[Exercise directions]
Scan the material for the word "rows" and return every matching line.

[Material for this exercise]
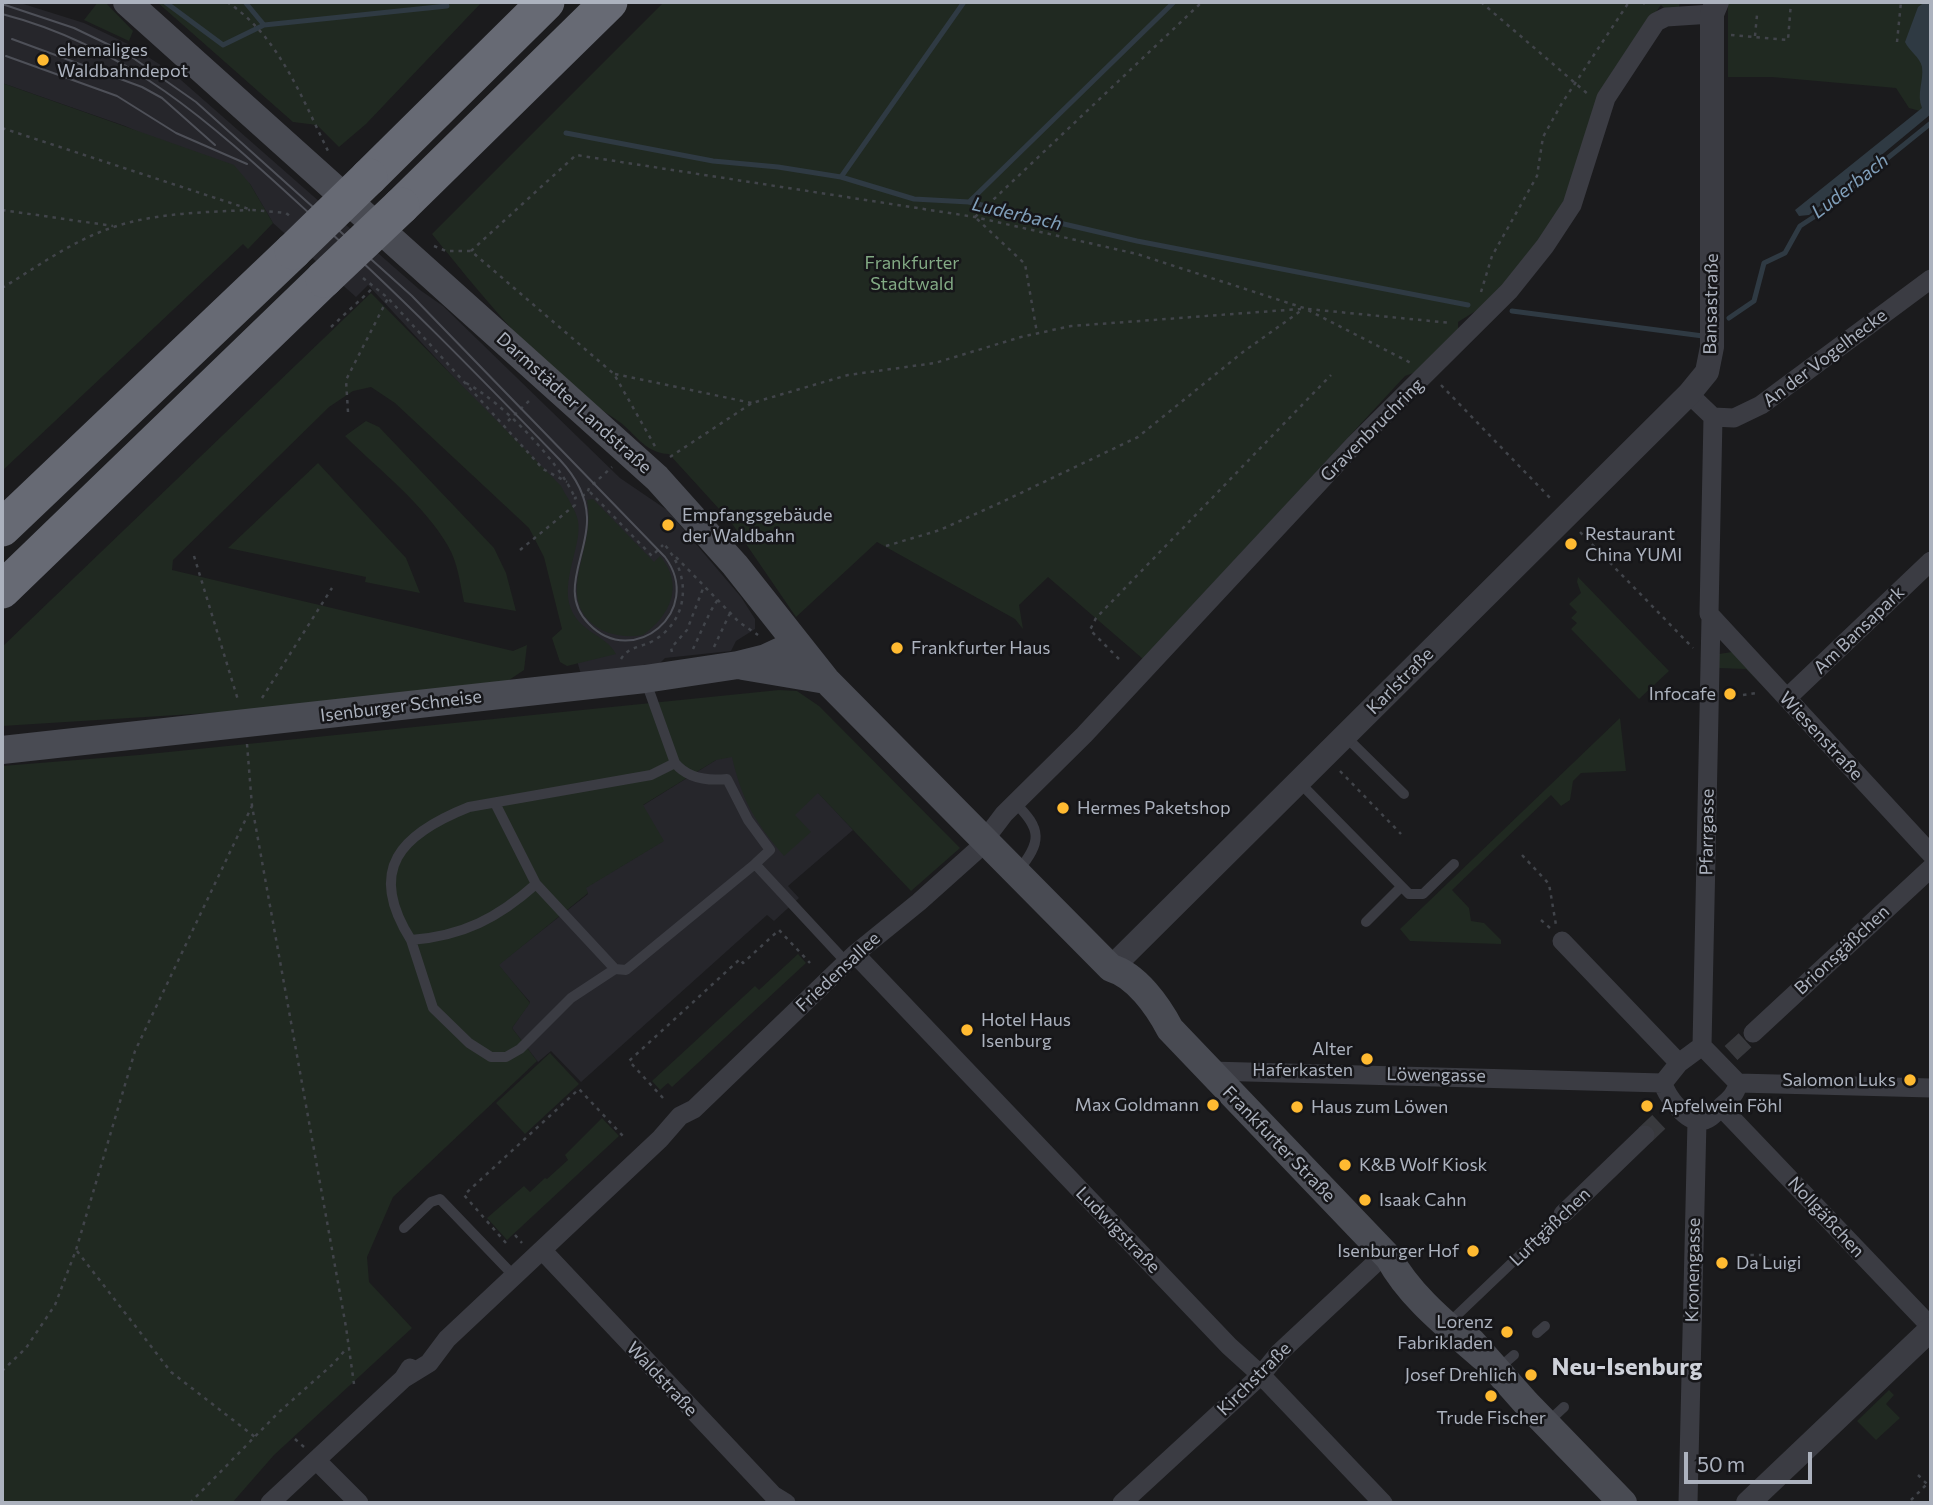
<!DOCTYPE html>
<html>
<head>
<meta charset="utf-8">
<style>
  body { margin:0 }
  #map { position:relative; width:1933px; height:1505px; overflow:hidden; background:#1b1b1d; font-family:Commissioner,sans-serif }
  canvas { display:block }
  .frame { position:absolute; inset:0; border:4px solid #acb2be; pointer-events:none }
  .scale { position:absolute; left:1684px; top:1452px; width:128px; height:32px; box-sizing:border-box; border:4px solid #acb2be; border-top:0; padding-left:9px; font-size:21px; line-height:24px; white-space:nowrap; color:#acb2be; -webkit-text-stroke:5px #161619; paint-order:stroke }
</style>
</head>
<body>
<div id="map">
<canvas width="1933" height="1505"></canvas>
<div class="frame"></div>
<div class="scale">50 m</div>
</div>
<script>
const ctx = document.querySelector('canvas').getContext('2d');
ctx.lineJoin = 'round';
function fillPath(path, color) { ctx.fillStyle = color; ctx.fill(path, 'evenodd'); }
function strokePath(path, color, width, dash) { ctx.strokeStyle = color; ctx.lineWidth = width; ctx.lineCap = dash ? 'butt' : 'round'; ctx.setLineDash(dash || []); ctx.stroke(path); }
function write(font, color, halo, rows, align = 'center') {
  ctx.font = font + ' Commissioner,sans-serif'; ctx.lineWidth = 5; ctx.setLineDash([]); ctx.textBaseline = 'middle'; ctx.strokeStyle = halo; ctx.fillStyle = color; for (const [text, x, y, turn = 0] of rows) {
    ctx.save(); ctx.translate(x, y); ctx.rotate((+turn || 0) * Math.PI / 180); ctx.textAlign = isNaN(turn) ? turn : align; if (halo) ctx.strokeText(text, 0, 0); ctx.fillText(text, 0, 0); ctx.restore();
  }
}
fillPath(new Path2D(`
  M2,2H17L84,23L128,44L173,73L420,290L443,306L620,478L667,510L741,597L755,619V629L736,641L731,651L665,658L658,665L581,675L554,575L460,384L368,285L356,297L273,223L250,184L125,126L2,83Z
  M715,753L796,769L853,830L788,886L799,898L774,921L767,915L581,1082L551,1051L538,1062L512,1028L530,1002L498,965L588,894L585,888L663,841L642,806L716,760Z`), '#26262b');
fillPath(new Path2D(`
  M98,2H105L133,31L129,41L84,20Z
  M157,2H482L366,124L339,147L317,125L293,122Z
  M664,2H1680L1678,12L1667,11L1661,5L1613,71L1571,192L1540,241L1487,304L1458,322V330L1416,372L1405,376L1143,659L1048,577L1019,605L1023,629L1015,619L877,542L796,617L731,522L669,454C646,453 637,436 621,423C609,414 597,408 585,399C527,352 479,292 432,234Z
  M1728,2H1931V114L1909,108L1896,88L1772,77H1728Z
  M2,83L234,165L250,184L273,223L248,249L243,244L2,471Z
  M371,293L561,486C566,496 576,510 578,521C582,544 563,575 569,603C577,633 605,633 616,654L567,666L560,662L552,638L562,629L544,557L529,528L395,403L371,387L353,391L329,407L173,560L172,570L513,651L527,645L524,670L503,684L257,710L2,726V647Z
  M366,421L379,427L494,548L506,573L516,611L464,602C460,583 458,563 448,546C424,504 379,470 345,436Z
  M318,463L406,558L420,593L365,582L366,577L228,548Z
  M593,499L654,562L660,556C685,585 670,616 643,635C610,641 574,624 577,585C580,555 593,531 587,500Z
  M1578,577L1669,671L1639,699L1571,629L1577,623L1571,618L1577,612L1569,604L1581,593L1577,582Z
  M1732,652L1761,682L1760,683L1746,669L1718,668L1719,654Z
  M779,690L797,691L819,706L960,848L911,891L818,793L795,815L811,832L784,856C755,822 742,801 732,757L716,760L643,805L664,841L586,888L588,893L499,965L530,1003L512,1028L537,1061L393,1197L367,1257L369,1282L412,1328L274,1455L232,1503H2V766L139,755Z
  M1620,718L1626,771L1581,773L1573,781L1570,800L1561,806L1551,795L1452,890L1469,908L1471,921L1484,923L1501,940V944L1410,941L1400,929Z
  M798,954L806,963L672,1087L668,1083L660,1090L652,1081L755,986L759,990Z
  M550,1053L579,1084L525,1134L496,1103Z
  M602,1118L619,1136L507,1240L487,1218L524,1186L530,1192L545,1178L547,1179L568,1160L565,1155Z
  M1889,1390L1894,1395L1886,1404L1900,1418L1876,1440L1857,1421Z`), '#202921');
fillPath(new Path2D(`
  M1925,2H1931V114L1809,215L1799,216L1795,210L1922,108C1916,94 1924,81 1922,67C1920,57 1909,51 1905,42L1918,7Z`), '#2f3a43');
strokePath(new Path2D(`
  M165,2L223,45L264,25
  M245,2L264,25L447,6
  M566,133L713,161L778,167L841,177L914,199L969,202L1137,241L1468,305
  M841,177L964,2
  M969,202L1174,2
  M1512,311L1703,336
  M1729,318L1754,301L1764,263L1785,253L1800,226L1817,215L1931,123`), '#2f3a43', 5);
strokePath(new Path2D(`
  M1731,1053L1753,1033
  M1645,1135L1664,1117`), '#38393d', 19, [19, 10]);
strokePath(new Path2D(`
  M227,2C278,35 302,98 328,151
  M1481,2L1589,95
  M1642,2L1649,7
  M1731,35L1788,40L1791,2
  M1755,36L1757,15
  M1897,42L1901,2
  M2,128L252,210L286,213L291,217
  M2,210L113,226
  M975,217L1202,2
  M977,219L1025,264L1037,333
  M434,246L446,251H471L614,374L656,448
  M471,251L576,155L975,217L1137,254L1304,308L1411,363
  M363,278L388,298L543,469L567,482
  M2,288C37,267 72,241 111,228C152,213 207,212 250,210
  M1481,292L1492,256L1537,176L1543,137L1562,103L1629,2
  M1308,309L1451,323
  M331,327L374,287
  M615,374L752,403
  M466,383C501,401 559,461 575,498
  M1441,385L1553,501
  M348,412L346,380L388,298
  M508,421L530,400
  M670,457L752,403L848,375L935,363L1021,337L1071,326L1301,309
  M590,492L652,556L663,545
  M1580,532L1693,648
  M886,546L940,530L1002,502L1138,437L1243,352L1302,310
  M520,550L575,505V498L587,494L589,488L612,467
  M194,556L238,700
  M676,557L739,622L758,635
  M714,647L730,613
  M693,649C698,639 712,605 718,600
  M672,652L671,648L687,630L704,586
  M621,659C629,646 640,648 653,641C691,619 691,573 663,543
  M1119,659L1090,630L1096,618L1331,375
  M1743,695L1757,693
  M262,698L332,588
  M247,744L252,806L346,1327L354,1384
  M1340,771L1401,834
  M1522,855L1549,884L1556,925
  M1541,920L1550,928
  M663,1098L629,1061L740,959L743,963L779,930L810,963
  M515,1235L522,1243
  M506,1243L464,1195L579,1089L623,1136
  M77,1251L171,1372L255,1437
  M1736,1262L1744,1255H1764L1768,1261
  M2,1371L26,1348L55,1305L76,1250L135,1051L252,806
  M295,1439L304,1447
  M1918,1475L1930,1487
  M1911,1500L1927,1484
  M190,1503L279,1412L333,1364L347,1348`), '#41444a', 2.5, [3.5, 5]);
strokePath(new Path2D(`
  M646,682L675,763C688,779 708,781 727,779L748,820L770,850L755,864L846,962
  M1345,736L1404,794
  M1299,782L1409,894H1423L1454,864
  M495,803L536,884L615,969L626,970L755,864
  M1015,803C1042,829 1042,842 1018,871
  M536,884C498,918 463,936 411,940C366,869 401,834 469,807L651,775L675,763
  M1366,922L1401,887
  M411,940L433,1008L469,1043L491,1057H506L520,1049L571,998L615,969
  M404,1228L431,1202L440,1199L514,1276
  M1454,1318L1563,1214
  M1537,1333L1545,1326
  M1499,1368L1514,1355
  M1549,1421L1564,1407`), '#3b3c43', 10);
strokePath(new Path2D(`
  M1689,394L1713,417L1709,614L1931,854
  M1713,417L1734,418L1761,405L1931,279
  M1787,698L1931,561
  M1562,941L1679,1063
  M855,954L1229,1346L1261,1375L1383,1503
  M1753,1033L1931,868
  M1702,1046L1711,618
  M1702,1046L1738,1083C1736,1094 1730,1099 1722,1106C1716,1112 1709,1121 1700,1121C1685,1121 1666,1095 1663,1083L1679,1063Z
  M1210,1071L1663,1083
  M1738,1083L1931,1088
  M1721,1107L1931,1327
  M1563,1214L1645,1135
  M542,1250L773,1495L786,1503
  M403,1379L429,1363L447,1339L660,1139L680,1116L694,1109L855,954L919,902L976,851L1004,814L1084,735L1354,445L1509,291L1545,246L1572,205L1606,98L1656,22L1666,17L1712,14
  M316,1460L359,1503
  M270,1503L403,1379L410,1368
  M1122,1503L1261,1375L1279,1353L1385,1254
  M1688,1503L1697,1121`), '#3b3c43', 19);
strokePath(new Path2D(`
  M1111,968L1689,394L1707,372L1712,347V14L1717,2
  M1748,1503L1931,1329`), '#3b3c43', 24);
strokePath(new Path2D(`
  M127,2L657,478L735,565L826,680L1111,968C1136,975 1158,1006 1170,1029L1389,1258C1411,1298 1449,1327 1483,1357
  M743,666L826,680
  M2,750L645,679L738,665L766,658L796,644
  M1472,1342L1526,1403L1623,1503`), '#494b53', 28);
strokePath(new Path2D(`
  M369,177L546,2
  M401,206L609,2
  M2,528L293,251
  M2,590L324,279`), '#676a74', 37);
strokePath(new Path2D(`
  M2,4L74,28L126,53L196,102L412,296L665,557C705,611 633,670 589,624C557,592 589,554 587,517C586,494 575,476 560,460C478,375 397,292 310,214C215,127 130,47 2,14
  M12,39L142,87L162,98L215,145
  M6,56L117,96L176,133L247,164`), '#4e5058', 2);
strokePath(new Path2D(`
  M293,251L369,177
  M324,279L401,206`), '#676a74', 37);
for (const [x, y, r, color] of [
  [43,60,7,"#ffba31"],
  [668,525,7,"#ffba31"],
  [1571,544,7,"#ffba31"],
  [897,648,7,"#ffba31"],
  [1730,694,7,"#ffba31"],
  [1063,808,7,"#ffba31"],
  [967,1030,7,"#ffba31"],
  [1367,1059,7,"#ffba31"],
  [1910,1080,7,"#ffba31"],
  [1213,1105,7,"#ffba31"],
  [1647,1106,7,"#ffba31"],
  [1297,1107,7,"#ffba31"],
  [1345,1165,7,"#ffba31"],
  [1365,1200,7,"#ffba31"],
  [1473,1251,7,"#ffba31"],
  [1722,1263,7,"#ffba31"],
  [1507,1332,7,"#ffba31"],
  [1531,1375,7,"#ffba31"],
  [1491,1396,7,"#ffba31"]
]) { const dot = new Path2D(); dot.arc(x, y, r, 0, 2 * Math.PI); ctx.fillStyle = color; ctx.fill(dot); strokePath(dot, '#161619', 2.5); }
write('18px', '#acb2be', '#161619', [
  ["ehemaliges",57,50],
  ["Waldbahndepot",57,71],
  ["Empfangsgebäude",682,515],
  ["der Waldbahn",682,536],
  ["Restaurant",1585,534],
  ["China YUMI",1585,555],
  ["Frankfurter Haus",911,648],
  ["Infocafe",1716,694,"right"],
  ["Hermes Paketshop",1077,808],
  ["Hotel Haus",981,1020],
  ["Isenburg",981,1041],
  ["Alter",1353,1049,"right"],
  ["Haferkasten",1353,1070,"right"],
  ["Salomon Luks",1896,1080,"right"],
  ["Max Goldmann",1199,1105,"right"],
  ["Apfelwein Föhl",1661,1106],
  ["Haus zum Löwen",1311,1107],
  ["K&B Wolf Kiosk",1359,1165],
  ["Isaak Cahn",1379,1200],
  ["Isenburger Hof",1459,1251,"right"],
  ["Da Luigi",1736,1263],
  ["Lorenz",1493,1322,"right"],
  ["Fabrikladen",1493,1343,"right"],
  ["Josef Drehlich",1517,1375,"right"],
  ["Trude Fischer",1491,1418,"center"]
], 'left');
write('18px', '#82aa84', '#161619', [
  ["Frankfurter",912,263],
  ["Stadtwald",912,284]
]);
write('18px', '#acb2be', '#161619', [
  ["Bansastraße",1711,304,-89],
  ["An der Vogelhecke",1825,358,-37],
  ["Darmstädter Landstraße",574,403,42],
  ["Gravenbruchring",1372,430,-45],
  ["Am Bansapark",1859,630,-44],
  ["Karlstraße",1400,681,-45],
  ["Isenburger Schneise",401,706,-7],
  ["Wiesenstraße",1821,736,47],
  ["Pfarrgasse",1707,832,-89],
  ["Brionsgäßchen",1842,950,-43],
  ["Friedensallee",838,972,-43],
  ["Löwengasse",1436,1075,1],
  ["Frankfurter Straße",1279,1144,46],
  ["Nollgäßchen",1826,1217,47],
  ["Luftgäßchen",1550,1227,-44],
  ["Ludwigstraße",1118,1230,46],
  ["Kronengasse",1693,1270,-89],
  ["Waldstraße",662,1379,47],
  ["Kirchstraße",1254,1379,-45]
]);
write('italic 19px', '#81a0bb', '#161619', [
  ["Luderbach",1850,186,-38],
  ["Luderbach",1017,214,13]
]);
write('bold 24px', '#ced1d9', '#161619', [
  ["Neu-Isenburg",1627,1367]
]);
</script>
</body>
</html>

==

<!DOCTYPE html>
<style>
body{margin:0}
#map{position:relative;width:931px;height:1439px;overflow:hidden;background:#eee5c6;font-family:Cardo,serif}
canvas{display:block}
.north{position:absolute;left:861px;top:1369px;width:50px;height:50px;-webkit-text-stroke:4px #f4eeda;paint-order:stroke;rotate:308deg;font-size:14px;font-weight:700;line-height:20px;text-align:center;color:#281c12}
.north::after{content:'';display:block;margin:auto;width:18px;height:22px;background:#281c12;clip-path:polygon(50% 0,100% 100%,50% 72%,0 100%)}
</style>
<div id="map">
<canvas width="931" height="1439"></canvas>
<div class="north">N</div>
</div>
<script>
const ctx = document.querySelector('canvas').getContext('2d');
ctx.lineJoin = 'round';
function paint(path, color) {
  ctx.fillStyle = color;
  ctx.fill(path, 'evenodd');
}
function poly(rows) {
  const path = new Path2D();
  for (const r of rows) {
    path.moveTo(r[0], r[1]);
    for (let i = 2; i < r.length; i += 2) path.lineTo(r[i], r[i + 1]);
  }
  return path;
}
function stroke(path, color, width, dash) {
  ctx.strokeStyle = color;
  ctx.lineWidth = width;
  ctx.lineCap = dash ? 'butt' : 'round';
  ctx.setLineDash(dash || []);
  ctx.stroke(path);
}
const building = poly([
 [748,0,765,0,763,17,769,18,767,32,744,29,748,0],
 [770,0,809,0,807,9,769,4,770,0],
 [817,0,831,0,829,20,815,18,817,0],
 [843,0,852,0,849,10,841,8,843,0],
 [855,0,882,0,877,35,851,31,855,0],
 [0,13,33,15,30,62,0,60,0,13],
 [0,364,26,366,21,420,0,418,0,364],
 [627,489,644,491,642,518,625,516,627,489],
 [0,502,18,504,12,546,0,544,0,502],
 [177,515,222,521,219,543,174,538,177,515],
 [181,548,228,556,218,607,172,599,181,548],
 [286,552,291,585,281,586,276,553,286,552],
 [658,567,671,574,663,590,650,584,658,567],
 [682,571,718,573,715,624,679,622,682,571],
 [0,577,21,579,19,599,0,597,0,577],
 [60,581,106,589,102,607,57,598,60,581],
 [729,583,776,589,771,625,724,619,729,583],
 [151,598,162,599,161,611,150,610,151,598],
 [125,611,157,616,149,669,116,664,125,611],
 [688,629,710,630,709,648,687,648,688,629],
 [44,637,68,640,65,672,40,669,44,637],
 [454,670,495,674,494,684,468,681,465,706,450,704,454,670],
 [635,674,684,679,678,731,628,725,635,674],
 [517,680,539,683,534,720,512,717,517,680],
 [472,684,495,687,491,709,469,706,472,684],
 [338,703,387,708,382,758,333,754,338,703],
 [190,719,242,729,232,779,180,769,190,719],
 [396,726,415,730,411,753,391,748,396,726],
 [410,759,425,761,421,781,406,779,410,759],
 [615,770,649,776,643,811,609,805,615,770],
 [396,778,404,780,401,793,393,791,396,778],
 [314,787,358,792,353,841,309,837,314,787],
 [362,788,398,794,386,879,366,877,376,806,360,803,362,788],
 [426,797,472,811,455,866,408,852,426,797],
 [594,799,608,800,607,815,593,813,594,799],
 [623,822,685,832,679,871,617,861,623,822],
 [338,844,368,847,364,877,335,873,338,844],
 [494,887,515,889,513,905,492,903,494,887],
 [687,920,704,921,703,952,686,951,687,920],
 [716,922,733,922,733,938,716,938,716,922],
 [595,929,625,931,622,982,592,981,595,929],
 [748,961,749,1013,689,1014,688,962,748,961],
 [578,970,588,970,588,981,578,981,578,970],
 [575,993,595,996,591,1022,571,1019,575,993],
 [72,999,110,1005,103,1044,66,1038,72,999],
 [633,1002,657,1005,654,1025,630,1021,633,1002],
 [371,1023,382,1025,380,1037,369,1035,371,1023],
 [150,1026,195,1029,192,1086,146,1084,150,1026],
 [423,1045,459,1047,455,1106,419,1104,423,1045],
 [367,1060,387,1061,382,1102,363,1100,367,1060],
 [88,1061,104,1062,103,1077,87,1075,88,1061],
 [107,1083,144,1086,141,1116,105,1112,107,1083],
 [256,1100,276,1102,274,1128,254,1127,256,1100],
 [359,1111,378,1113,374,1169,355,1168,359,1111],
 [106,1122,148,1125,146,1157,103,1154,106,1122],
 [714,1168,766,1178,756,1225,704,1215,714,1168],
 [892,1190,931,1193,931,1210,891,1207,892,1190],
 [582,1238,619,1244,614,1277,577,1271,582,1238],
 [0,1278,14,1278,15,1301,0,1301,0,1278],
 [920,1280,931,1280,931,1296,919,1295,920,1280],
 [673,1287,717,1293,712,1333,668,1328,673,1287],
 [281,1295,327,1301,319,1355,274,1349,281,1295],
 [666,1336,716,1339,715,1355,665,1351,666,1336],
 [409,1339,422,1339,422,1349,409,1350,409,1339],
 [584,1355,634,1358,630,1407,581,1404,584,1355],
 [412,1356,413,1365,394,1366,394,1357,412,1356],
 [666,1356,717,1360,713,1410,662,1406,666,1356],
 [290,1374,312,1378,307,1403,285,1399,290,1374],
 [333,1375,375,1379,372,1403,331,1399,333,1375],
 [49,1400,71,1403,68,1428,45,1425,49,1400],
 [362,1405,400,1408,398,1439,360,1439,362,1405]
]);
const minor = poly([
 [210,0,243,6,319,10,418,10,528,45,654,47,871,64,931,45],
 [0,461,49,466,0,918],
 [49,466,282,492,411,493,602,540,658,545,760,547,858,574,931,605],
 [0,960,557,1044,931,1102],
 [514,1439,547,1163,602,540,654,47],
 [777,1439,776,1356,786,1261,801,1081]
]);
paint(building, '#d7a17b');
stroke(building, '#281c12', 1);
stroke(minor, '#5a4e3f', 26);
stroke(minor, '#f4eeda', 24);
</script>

[Final answer]
function write(font, color, halo, rows, align = 'center') {
  ctx.font = font + ' Commissioner,sans-serif'; ctx.lineWidth = 5; ctx.setLineDash([]); ctx.textBaseline = 'middle'; ctx.strokeStyle = halo; ctx.fillStyle = color; for (const [text, x, y, turn = 0] of rows) {
function poly(rows) {
  for (const r of rows) {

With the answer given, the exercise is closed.